→ What is expected
Images don't belong in the copy. Output the rest of the data exactly.

→ Data segment
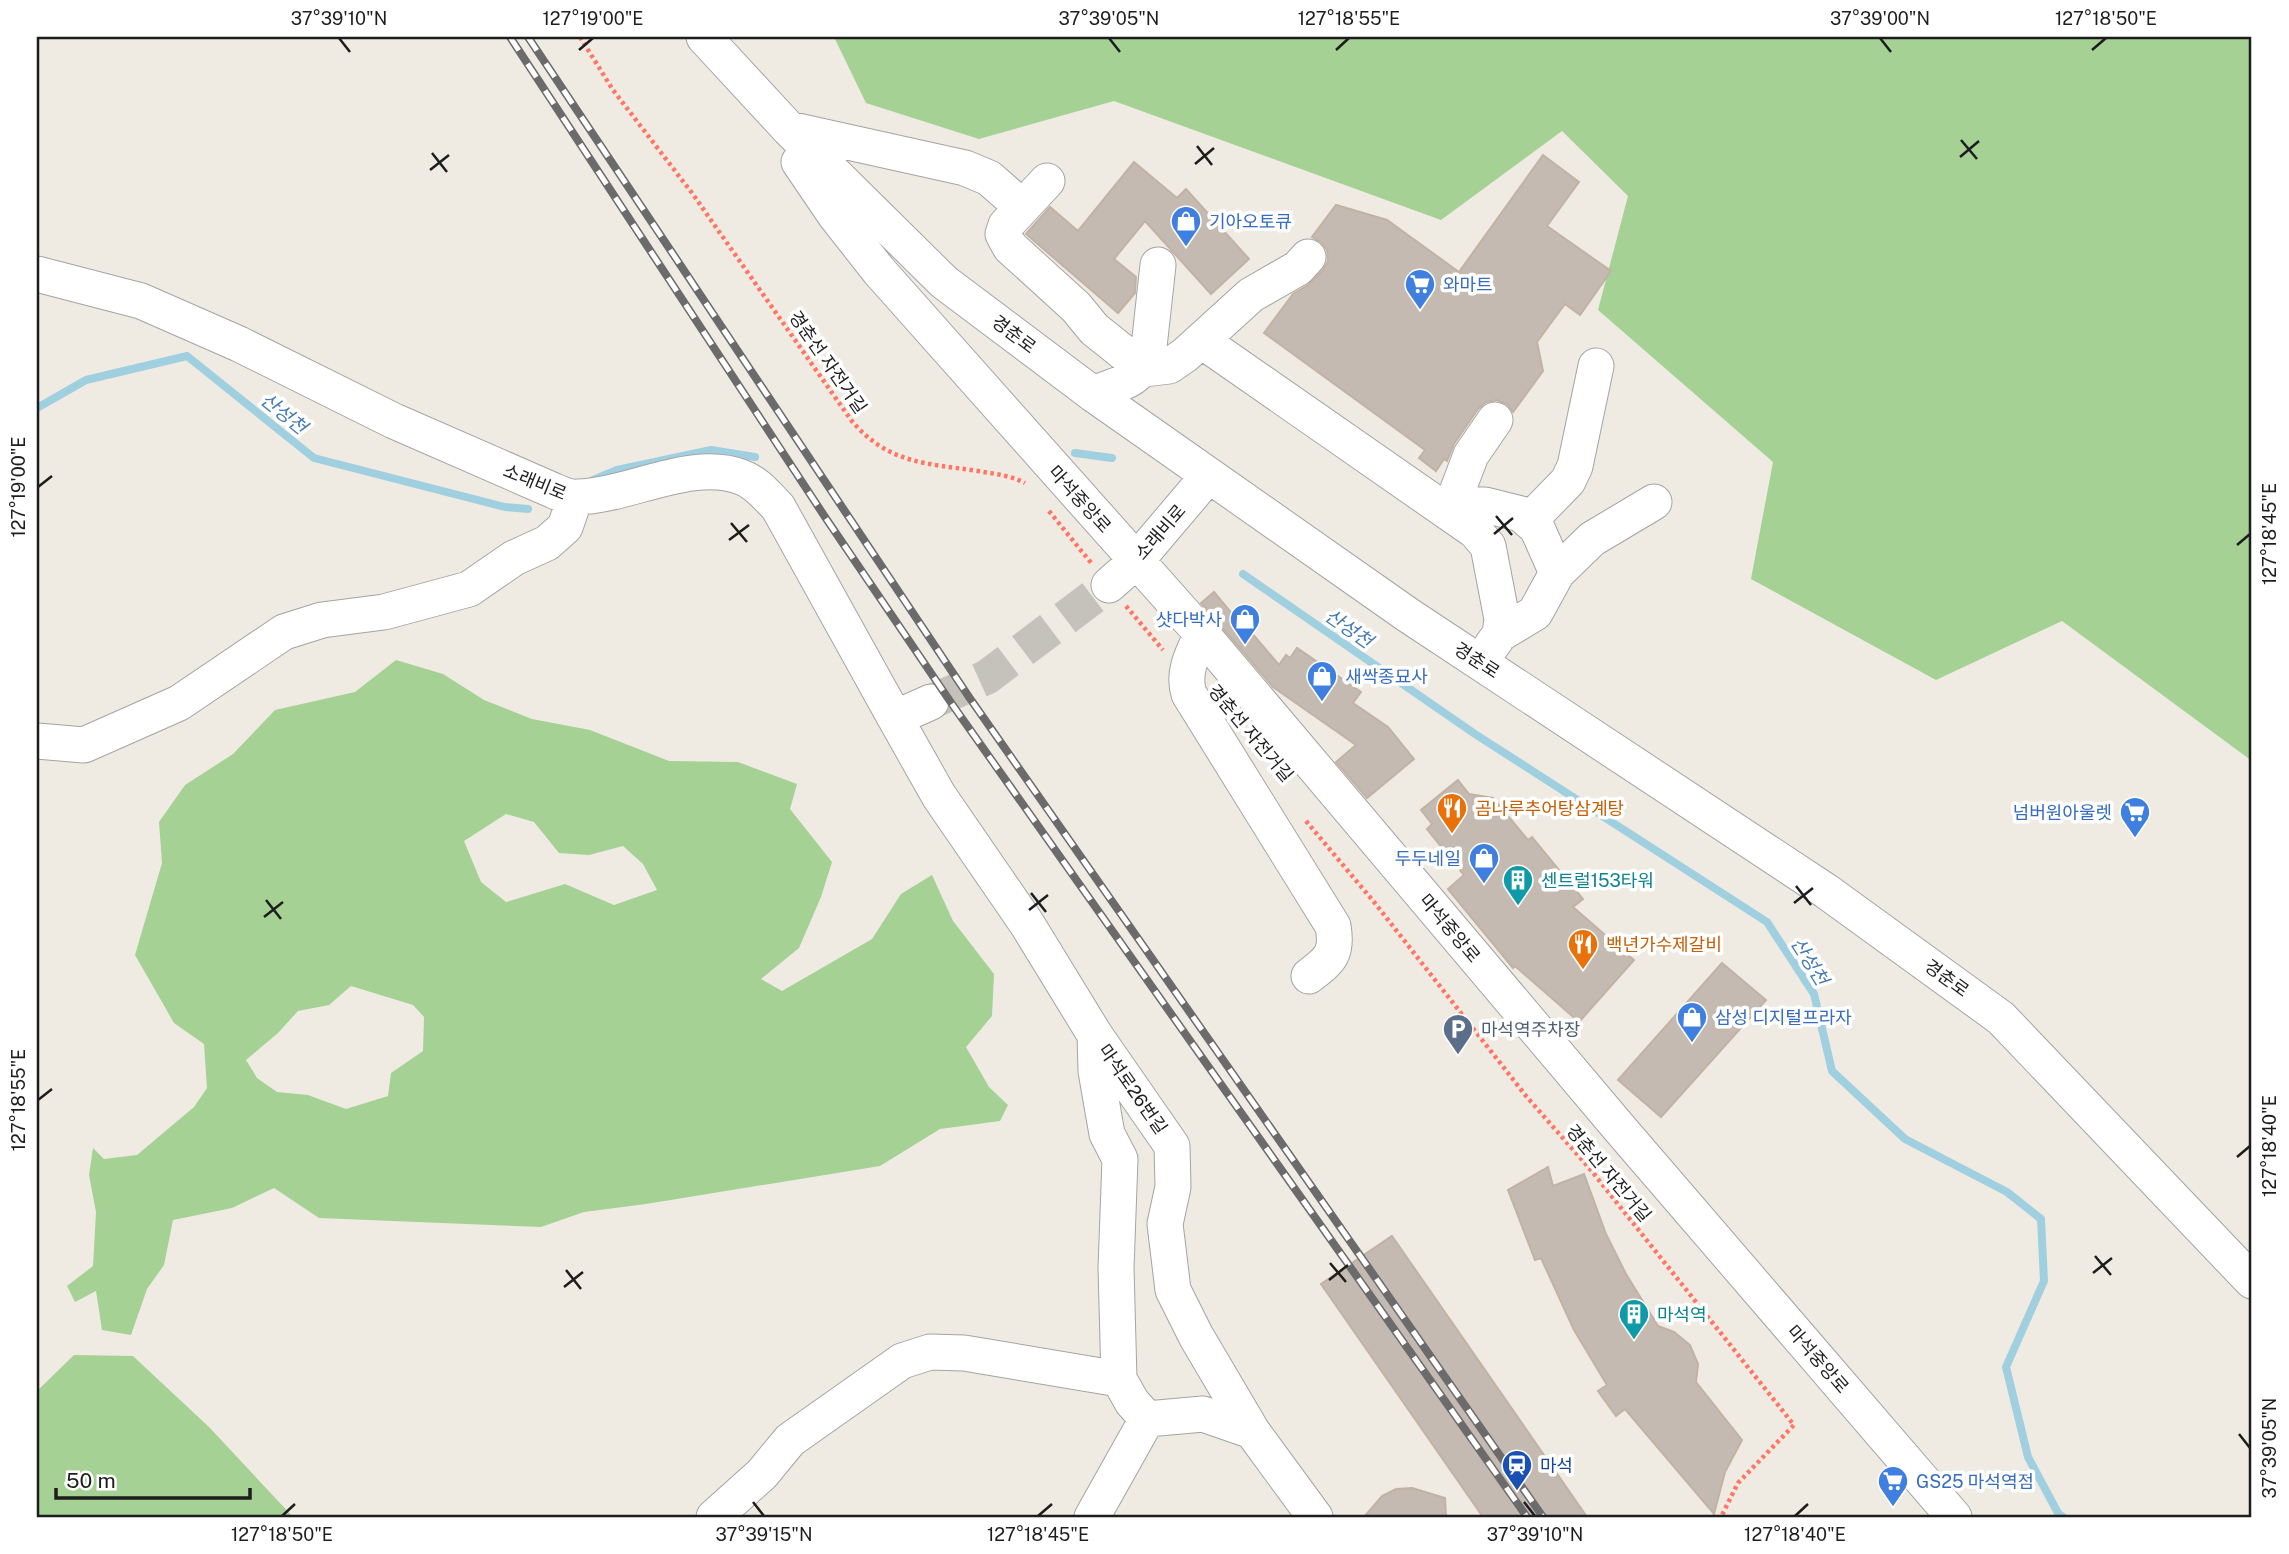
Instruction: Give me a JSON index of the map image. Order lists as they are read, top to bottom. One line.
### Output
{"streets":{"street":["경춘로","소래비로","마석중앙로","마석로26번길"],"path":["경춘선 자전거길"]},"crossings":[["경춘로","소래비로"],["경춘로","마석중앙로"],["경춘선 자전거길","소래비로"],["소래비로","마석중앙로"],["소래비로","마석로26번길"]],"water":["산성천"],"places":{"shop":["기아오토큐","샷다박사","새싹종묘사","두두네일","삼성 디지털프라자"],"supermarket":["와마트","넘버원아울렛","GS25 마석역점"],"restaurant":["곰나루추어탕삼계탕","백년가수제갈비"],"building":["센트럴153타워","마석역"],"parking":["마석역주차장"],"station":["마석"]},"scale_bar":"50 m","coordinates":["37°39'10\"N","127°19'00\"E","37°39'05\"N","127°18'55\"E","37°39'00\"N","127°18'50\"E","127°18'45\"E","127°18'40\"E","37°39'15\"N"]}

→ Solution to the problem
Instruction: Give me a JSON index of the map image. Order lists as they are read, top to bottom. One line.
### Output
{"streets":{"street":["경춘로","소래비로","마석중앙로","마석로26번길"],"path":["경춘선 자전거길"]},"crossings":[["경춘로","소래비로"],["경춘로","마석중앙로"],["경춘선 자전거길","소래비로"],["소래비로","마석중앙로"],["소래비로","마석로26번길"]],"water":["산성천"],"places":{"shop":["기아오토큐","샷다박사","새싹종묘사","두두네일","삼성 디지털프라자"],"supermarket":["와마트","넘버원아울렛","GS25 마석역점"],"restaurant":["곰나루추어탕삼계탕","백년가수제갈비"],"building":["센트럴153타워","마석역"],"parking":["마석역주차장"],"station":["마석"]},"scale_bar":"50 m","coordinates":["37°39'10\"N","127°19'00\"E","37°39'05\"N","127°18'55\"E","37°39'00\"N","127°18'50\"E","127°18'45\"E","127°18'40\"E","37°39'15\"N"]}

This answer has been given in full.